Hey @Ankitsingh, welcome to the forum! Jarvis dev here.
This is a great area to work on! Since it was mentioned (thanks @executed!), I'll briefly describe what already exists in Jarvis and where I think the real opportunities are, whether this ends up built on top of Jarvis or as a separate implementation.
Offline vs. online LLMs
IMO supporting both local and API is the right call (Jarvis follows the same approach). The tricky part is defaults. Offline-first is ideal for privacy, but it requires users to set up something like Ollama before they can use the feature, which is more friction than pasting an API key. Jarvis ships a small embedding model (Universal Sentence Encoder) so that note indexing works out of the box with zero setup, but for generation it relies on either a local server or an API. Getting the out-of-the-box experience right without requiring setup is one of the harder UX problems here.
How RAG works in Jarvis
The note database is built by splitting notes along markdown headings and code blocks (not fixed-size windows). Each chunk gets decorated with metadata before embedding: the note title, the full heading path (like Note Title / Section / Subsection), and tags. This means the embedding captures not just what a block says, but where it sits in the structure of the note.

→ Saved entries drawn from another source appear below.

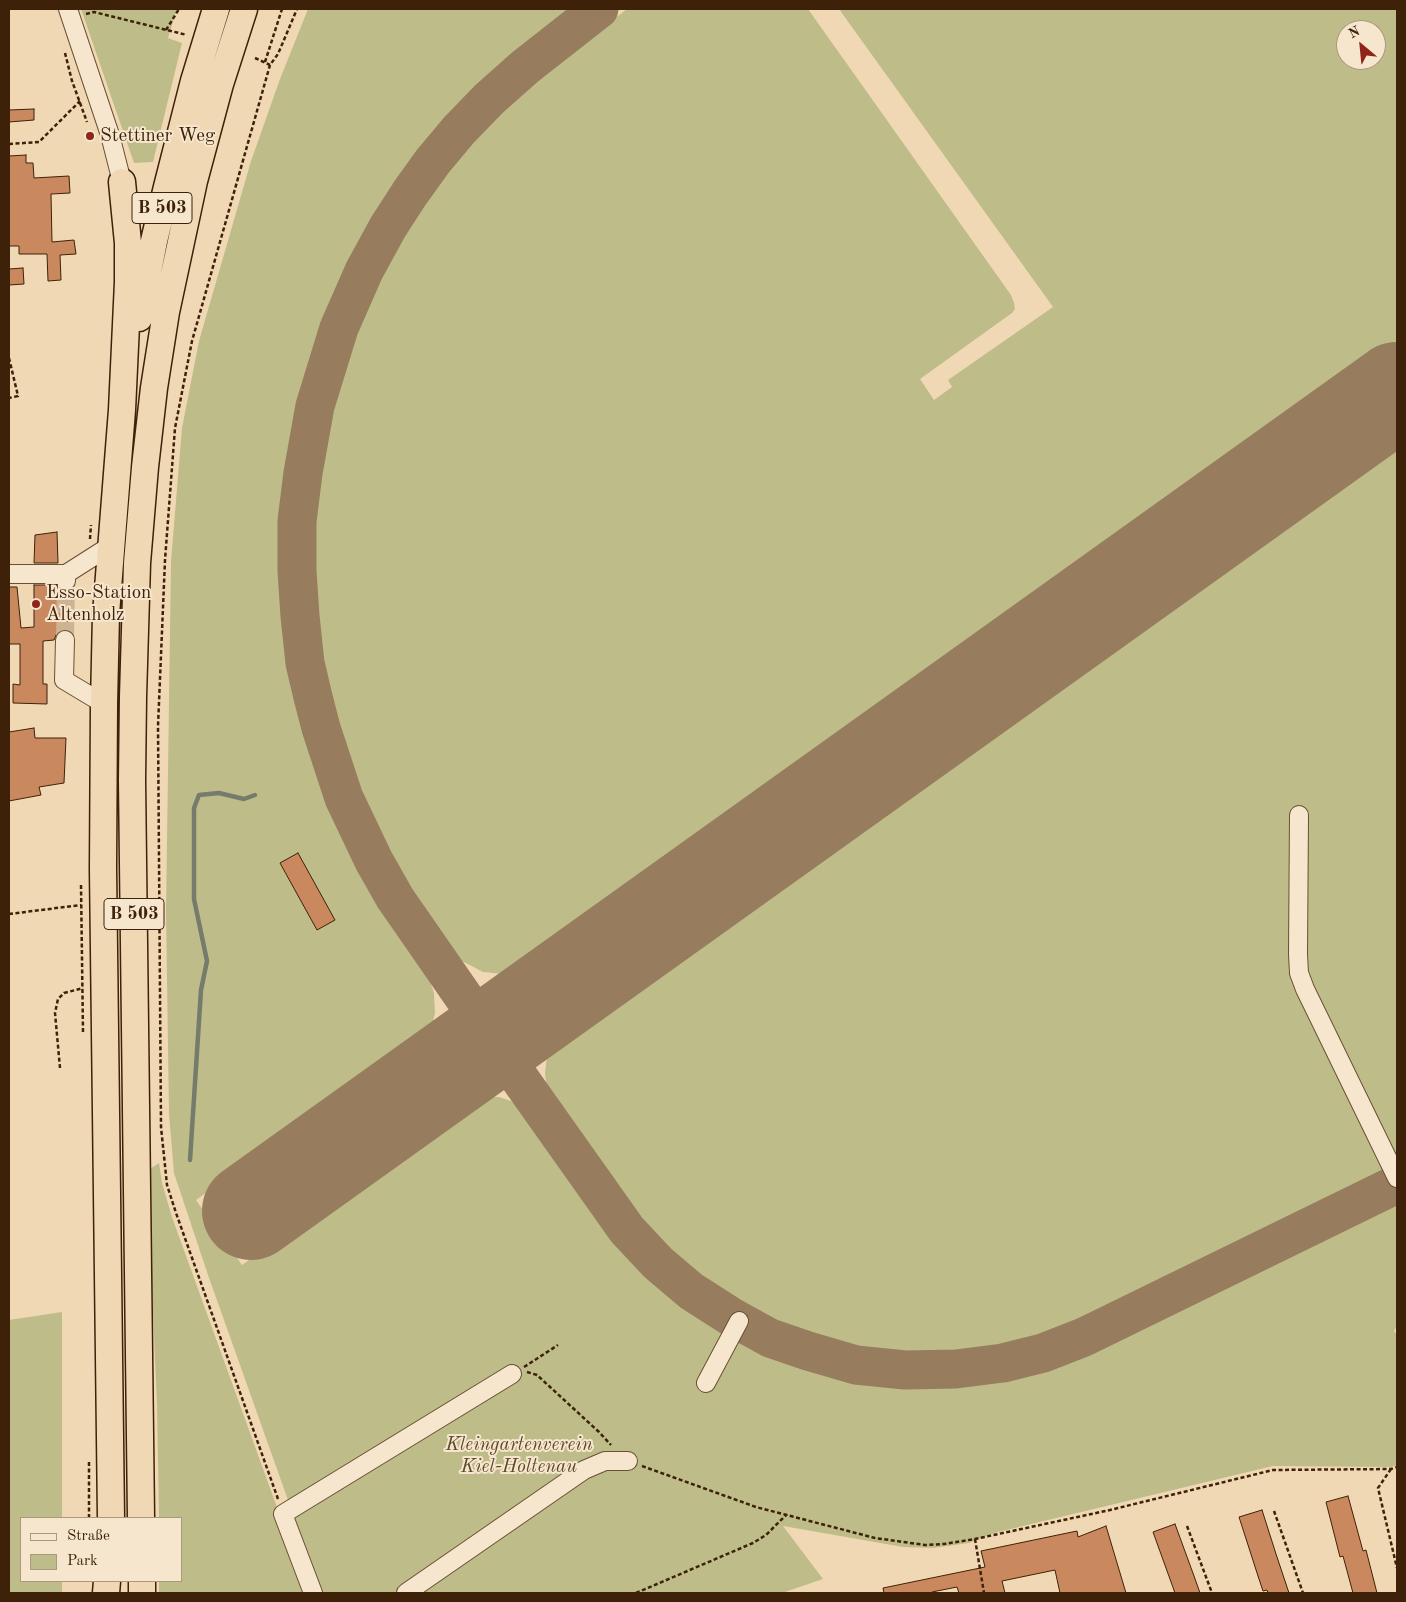 <!DOCTYPE html>
<html>
<head>
<meta charset="utf-8">
<style>
	body { margin:0 }
	#map { position:relative; width:1406px; height:1602px; overflow:hidden; background:#f1d8b4; font-family:"Old Standard TT",serif }
	canvas { display:block }
	.frame { position:absolute; inset:0; border:10px solid #3d2108; pointer-events:none }
	.legend { position:absolute; left:20px; top:1517px; width:162px; height:65px; box-sizing:border-box; background:#f6e6ce; border:1px solid #ac977f; margin:0; padding:6px 9px; list-style:none; font-size:15px; color:#3d2108 }
	.legend li { display:flex; align-items:center; gap:10px; height:25px }
	.legend b { width:25px; border:1px solid #ac977f }
	.north { position:absolute; left:1336px; top:20px; width:50px; height:50px; box-sizing:border-box; background:#f6e6ce; border:1px solid #ac977f; border-radius:50%; rotate:332deg; font-size:14px; font-weight:700; line-height:20px; text-align:center; color:#3d2108 }
	.north::after { content:''; display:block; margin:auto; width:18px; height:22px; background:#8f2418; clip-path:polygon(50% 0,100% 100%,50% 72%,0 100%) }
</style>
</head>
<body>
<div id="map">
<canvas width="1406" height="1602"></canvas>
<div class="frame"></div>
<ul class="legend">
<li><b style="height:6px;background:#f6e6ce"></b>Straße</li>
<li><b style="height:14px;background:#bebd8a"></b>Park</li>
</ul>
<div class="north">N</div>
</div>
<script>
const context = document.querySelector('canvas').getContext('2d');
context.lineJoin = 'round';
function paint(path, color) { context.fillStyle = color; context.fill(path, 'evenodd'); }
const toPath = rows => new Path2D(rows.map(r => 'M' + r).join(''));
function strokePath(path, color, width, dash) { context.strokeStyle = color; context.lineWidth = width; context.lineCap = dash ? 'butt' : 'round'; context.setLineDash(dash || []); context.stroke(path); }
function drawText(font, color, halo, rows, align = 'center') {
  context.font = font + ' "Old Standard TT",serif'; context.lineWidth = 4; context.setLineDash([]); context.textBaseline = 'middle'; context.strokeStyle = halo; context.fillStyle = color; for (const [text, x, y, turn = 0] of rows) {
    context.save(); context.translate(x, y); context.rotate((+turn || 0) * Math.PI / 180); context.textAlign = isNaN(turn) ? turn : align; if (halo) context.strokeText(text, 0, 0); context.fillText(text, 0, 0); context.restore();
  }
}
paint(toPath([
	[81,9,177,9,168,38,182,43,153,162,134,163],
	[308,9,573,9,477,86,426,141,381,208,342,276,309,361,285,466,280,546,284,644,308,742,332,817,362,875,391,923,428,975,434,993,435,1013,430,1033,196,1200,242,1265,477,1097,499,1097,514,1102,526,1111,613,1231,645,1268,676,1296,725,1329,733,1342,740,1338,793,1360,837,1375,909,1382,962,1382,996,1377,1061,1361,1160,1315,1397,1199,1397,1327,1394,1330,1397,1336,1397,1465,1391,1467,1273,1466,994,1533,969,1543,933,1548,903,1547,783,1526,823,1579,782,1593,321,1593,208,1275,174,1173,169,1114,166,911,171,561,182,428,199,341,251,161,280,79],
	[627,9,808,9,1011,295,1014,303,1015,309,1012,313,920,379,934,400,952,387,948,380,1053,307,839,9,1397,9,1397,342,520,972,503,974,483,972,460,960,451,951,402,877,378,832,345,753,324,664,316,603,314,549,317,492,325,426,347,355,384,267,439,181,501,112,560,61],
	[1346,30,1376,30,1376,60,1346,60],
	[1397,441,1397,1166,1064,1330,1022,1343,972,1352,919,1357,862,1351,806,1337,756,1314,697,1278,673,1257,642,1225,553,1104,547,1090,545,1073,547,1056,554,1043],
	[159,1163,162,1183,172,1217,308,1593,159,1593,159,1581,181,1581,181,1518,159,1518,157,1406,147,1171],
	[62,1312,62,1518,21,1518,21,1581,62,1581,62,1593,9,1593,9,1320]
]), '#bebd8a');
strokePath(toPath([
	[190,1160,201,990,207,961,194,899,194,808,199,795,219,793,244,799,255,795]
]), '#757c6c', 4.5);
strokePath(toPath([
	[579,976,526,1004,507,1010,495,1012,483,1011,473,1007,465,999,395,898,374,861,344,798,321,728,313,697,305,663,300,616,297,571,297,521,303,473,315,406,339,328,364,271,388,227,410,193,433,161,459,130,489,99,525,67,599,9],
	[556,996,535,1016,514,1044,511,1057,515,1072,627,1230,658,1263,691,1291,730,1316,770,1338,808,1351,856,1365,905,1370,956,1369,1003,1363,1043,1353,1084,1337,1397,1184]
]), '#977c5e', 39);
strokePath(toPath([
	[251,1211,1397,391]
]), '#977c5e', 98);
const building = toPath([
	[34,109,34,120,9,122,9,110,34,109],
	[26,155,26,163,33,163,34,178,69,176,70,193,51,194,52,242,74,240,76,254,60,255,61,280,48,281,47,254,19,254,19,246,9,246,9,156,26,155],
	[23,268,24,284,9,285,9,269,23,268],
	[57,532,58,563,34,563,35,535,57,532],
	[34,585,56,585,61,590,68,591,68,630,60,631,56,635,54,640,43,641,43,684,47,684,47,704,13,703,13,684,20,685,20,644,9,644,9,587,17,587,21,628,34,627,34,585],
	[34,728,35,738,66,738,64,783,39,787,41,795,9,801,9,732,34,728],
	[298,853,335,920,317,930,280,863,298,853],
	[1348,1496,1363,1551,1366,1550,1377,1593,1353,1593,1343,1556,1340,1557,1326,1502,1348,1496],
	[1262,1510,1276,1554,1289,1593,1268,1593,1267,1590,1263,1591,1258,1576,1239,1517,1262,1510],
	[1175,1524,1194,1576,1200,1593,1175,1593,1153,1532,1175,1524],
	[1106,1526,1126,1593,1060,1593,1055,1570,1002,1581,1005,1593,959,1593,957,1587,932,1592,932,1593,884,1593,883,1588,985,1567,981,1551,1077,1531,1078,1537,1106,1526]
]);
paint(building, '#ca885f');
strokePath(building, '#3d2108', 1);
strokePath(toPath([
	[65,640,66,581]
]), '#cdb392', 18, [18, 9]);
const minor = toPath([
	[68,9,110,135,122,182],
	[9,574,66,574],
	[66,581,66,574,110,546],
	[65,640,64,680,104,704],
	[1299,815,1298,954,1299,973,1305,989,1397,1178],
	[706,1383,739,1321],
	[313,1593,283,1514,512,1374],
	[406,1593,584,1470,605,1461,628,1461]
]);
const highway = toPath([
	[139,318,154,241,167,187,194,81,216,9],
	[111,1518,103,869,104,704,106,614,122,410,128,282,128,243,122,182],
	[141,1518,132,780,133,697,137,563,145,467,154,388,166,312,194,181,220,84,244,9],
	[142,1581,142,1593],
	[106,1593,107,1581]
]);
strokePath(minor, '#6a4f33', 20);
strokePath(highway, '#3d2108', 29);
strokePath(toPath([
	[86,14,94,12,187,35],
	[166,30,179,9],
	[65,53,72,81,87,122],
	[255,58,270,65],
	[265,62,282,9],
	[9,144,39,142,80,101],
	[9,358,18,396,9,398],
	[90,539,91,525],
	[81,885,83,1032],
	[9,914,81,905],
	[60,1068,55,1013,58,999,64,993,83,988],
	[524,1367,558,1345],
	[527,1372,537,1375,599,1432,611,1445],
	[89,1462,89,1518],
	[642,1466,756,1507,875,1538,925,1545,944,1544,975,1539,1110,1510,1273,1470,1391,1469,1397,1467],
	[1391,1469,1378,1488,1397,1568],
	[278,1499,176,1213,167,1185,161,1127,158,726,165,560,175,428,192,341,270,65,278,54,297,9],
	[1274,1511,1303,1593],
	[1187,1526,1212,1593],
	[975,1539,984,1593],
	[636,1593,753,1543,766,1535,787,1514]
]), '#3d2108', 2.5, [4, 2.5]);
strokePath(minor, '#f6e6ce', 18);
strokePath(highway, '#f1d8b4', 26);
for (const [x, y, r, color] of [
	[90,136,5,"#8f2418"],
	[36,604,5,"#8f2418"]
]) { const dot = new Path2D(); dot.arc(x, y, r, 0, 2 * Math.PI); context.fillStyle = color; context.fill(dot); strokePath(dot, '#f6e6ce', 2); }
for (const [x, y, w] of [
	[162,208,60],
	[134,914,60]
]) { const box = new Path2D(); box.roundRect(x - w / 2, y - 15.5, w, 31, 4); context.fillStyle = '#f6e6ce'; context.fill(box); strokePath(box, '#3d2108', 1); }
drawText('bold 18px', '#3d2108', null, [
	["B 503",162,208],
	["B 503",134,914]
]);
drawText('19px', '#3d2108', '#f6e6ce', [
	["Stettiner Weg",100,136],
	["Esso-Station",46,593],
	["Altenholz",46,615]
], 'left');
drawText('italic 19px', '#5d4828', '#f6e6ce', [
	["Kleingartenverein",519,1445],
	["Kiel-Holtenau",519,1467]
]);
</script>
</body>
</html>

When you chat with your notes, the query is embedded and compared against all blocks by cosine similarity. Results are ranked, and the top hits are assembled into context for the LLM, respecting the token budget.

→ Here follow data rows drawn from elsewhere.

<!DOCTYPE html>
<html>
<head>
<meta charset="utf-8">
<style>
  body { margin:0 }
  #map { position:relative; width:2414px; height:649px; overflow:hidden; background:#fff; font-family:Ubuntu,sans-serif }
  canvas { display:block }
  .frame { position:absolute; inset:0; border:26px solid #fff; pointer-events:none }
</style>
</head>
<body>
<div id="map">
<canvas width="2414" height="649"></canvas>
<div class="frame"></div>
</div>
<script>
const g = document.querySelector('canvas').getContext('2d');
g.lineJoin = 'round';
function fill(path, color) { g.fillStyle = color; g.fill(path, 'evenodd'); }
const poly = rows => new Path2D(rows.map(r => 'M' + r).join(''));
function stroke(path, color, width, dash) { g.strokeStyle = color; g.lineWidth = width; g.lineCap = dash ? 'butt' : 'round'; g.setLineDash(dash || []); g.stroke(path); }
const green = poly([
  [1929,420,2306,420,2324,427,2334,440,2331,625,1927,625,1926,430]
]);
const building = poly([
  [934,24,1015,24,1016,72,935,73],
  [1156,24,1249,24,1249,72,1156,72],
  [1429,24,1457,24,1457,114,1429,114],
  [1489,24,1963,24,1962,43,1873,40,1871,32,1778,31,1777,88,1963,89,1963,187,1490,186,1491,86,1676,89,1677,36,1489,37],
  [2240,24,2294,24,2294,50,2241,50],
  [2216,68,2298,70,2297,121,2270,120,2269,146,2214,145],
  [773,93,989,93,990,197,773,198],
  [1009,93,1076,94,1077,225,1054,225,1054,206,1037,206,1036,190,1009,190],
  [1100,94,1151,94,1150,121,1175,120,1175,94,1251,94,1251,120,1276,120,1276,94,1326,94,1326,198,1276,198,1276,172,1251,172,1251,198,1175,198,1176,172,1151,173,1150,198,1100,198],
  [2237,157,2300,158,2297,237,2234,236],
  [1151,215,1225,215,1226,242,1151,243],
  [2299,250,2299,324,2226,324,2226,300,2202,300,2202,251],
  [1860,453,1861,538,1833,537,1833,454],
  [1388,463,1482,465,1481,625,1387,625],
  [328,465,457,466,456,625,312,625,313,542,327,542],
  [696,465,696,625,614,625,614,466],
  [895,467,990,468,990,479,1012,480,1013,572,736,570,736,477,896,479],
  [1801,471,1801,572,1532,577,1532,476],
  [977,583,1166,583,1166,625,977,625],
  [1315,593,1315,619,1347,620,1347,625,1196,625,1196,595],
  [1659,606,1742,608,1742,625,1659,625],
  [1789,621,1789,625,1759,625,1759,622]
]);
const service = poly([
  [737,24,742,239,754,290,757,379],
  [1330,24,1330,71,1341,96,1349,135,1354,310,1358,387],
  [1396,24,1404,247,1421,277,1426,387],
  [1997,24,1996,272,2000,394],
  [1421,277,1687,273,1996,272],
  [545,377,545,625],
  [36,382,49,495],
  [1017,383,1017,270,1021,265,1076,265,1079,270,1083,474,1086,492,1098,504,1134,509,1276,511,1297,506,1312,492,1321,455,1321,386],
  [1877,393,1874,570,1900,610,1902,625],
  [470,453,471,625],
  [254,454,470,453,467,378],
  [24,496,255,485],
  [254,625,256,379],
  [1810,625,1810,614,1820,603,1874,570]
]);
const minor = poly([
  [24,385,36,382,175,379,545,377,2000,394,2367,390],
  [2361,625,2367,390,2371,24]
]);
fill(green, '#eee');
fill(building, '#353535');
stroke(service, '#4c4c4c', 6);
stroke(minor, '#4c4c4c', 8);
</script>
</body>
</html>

There's also a Search: command that lets you combine this with Joplin-style keyword search. This is semantic ranking with keyword filtering on top, which gives you a way to scope results when you know specific terms matter.

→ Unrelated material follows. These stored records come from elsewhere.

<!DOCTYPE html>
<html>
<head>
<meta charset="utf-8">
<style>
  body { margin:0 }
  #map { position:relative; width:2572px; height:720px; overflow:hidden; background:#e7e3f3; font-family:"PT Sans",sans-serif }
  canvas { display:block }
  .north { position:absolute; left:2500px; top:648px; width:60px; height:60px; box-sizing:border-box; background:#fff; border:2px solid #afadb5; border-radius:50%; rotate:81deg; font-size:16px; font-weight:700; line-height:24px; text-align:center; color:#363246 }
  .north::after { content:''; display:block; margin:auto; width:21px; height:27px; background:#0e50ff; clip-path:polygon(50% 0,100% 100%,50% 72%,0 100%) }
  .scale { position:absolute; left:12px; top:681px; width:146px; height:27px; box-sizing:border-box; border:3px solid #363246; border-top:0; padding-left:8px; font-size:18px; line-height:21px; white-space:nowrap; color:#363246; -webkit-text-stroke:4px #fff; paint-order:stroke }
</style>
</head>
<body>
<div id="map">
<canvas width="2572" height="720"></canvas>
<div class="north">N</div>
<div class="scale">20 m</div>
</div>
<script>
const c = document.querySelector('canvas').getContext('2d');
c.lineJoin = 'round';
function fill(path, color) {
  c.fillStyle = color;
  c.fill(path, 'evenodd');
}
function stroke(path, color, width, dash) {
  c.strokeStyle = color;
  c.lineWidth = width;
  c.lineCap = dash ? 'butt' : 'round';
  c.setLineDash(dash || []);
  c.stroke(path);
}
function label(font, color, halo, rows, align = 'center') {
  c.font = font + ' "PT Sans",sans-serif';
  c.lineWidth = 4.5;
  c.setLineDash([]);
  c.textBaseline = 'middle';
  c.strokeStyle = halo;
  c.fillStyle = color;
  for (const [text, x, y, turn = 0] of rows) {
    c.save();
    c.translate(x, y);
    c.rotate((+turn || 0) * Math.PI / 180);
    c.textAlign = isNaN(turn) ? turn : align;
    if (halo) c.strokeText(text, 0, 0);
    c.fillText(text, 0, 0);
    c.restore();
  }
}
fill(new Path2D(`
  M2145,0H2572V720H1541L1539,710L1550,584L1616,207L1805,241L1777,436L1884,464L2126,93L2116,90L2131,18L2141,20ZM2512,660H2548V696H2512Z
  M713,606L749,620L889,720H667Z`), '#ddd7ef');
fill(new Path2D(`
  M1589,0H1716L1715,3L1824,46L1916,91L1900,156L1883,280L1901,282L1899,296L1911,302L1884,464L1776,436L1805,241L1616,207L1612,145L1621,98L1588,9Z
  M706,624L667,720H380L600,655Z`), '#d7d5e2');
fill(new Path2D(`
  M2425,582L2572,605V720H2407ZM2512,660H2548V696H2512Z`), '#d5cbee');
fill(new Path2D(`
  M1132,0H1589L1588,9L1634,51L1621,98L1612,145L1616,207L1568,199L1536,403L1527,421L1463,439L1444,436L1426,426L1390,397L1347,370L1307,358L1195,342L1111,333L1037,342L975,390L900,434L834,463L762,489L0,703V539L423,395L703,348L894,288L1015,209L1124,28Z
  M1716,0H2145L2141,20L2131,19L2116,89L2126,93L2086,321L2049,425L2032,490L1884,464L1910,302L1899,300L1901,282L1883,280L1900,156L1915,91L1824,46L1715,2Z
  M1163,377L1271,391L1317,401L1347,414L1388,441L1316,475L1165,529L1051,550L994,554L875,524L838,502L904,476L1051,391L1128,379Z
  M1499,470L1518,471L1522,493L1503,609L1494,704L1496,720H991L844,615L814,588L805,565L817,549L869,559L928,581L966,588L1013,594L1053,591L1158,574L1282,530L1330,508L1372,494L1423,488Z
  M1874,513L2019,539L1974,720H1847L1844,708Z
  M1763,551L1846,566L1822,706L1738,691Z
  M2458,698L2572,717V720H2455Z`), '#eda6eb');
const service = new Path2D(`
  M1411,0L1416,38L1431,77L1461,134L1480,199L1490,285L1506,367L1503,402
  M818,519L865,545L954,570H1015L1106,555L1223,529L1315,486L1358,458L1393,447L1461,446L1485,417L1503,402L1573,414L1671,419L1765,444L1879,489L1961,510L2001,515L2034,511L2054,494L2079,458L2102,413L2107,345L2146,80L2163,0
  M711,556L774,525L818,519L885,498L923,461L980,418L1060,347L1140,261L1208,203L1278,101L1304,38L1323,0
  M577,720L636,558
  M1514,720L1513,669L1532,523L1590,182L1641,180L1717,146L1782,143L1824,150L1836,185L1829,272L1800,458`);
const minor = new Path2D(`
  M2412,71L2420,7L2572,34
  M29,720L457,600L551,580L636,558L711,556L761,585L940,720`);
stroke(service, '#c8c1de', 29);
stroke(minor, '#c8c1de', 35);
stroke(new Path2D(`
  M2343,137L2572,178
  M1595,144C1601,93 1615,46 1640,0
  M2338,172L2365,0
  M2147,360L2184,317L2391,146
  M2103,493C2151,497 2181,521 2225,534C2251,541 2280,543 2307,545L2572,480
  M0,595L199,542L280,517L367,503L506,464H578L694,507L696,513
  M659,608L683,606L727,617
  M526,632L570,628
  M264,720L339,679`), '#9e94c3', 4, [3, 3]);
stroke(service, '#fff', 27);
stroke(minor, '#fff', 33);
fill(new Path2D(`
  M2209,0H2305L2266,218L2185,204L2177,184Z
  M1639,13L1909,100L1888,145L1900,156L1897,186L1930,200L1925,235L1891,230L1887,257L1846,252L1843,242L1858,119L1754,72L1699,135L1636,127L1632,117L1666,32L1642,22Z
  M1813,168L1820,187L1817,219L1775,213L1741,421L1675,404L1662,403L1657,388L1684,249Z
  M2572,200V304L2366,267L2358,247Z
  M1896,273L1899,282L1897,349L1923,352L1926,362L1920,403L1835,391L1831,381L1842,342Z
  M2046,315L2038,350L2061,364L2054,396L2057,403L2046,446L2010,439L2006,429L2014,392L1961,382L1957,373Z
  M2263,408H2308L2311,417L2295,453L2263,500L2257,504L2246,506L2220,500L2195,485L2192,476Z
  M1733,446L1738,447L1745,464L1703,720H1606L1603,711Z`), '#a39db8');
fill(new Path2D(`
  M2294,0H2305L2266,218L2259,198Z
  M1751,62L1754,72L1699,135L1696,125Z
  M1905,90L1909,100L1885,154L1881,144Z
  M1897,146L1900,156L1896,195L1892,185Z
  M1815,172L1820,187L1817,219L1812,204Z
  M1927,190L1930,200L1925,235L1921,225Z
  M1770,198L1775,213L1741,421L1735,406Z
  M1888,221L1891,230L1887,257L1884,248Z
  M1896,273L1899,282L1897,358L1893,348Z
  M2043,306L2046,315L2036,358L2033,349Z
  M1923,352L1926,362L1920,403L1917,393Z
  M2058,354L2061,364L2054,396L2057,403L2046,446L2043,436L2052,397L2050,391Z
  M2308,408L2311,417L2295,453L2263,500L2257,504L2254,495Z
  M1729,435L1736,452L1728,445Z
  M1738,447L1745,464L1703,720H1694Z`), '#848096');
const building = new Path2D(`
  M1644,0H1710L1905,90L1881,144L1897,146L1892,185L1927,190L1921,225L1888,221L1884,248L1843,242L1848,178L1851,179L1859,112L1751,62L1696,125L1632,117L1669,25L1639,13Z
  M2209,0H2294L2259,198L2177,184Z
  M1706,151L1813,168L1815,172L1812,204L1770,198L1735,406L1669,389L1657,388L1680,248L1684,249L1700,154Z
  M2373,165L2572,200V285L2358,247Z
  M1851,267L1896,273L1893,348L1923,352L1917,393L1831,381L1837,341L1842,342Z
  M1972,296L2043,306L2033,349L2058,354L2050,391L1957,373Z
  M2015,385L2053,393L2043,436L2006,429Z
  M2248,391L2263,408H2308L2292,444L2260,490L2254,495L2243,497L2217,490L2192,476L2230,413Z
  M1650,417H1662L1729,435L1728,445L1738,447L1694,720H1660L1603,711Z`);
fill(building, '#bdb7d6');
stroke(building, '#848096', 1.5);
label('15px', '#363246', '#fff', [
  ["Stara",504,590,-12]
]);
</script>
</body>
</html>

On top of that, you can expand retrieved blocks with surrounding context (previous/next blocks from the same note, or the nearest blocks by similarity from anywhere in your notes).
How it feels like
From my personal experience, despite the simple implementation it's surprisingly effective. The main reason, I think, is that with modern context windows (128k+ tokens), you can afford to be generous with retrieval. Stuff enough candidate blocks in there, including some false positives, and a strong LLM will sort through it. The model is basically doing implicit reranking as part of answering your question. At least for personal notes it works better than you'd expect.
Room to grow
Jarvis is still missing a few modern features. It's also not integrated into the main Joplin client.
-
Reranking: There's no dedicated reranker (a second, more precise model that re-scores the top results before sending them to the LLM). This could meaningfully improve precision, especially for larger note collections.
-
Query decomposition: For complex questions that span multiple topics or notes, breaking the query into sub-queries and retrieving separately for each would help. Right now it's single-shot retrieval.
-
Automatic hybrid scoring: Right now keyword search is a manual, binary filter. Fusing keyword scores (like BM25) with vector similarity scores automatically, so that exact term matches get a boost without the user having to think about it, would be another improvement.
-
Smarter chunking strategies: The markdown-aware splitting works well, but there's room to experiment with overlapping chunks, or dynamically sizing chunks like
dsRAGdoes. -
Relevant segment extraction (RSE), which dynamically combines adjacent relevant chunks into variable-length segments, may also be a valuable addition.
These are all known problems with well-tested solutions. I haven't had the time to get to them yet. If you're considering this for GSoC, happy to discuss approaches.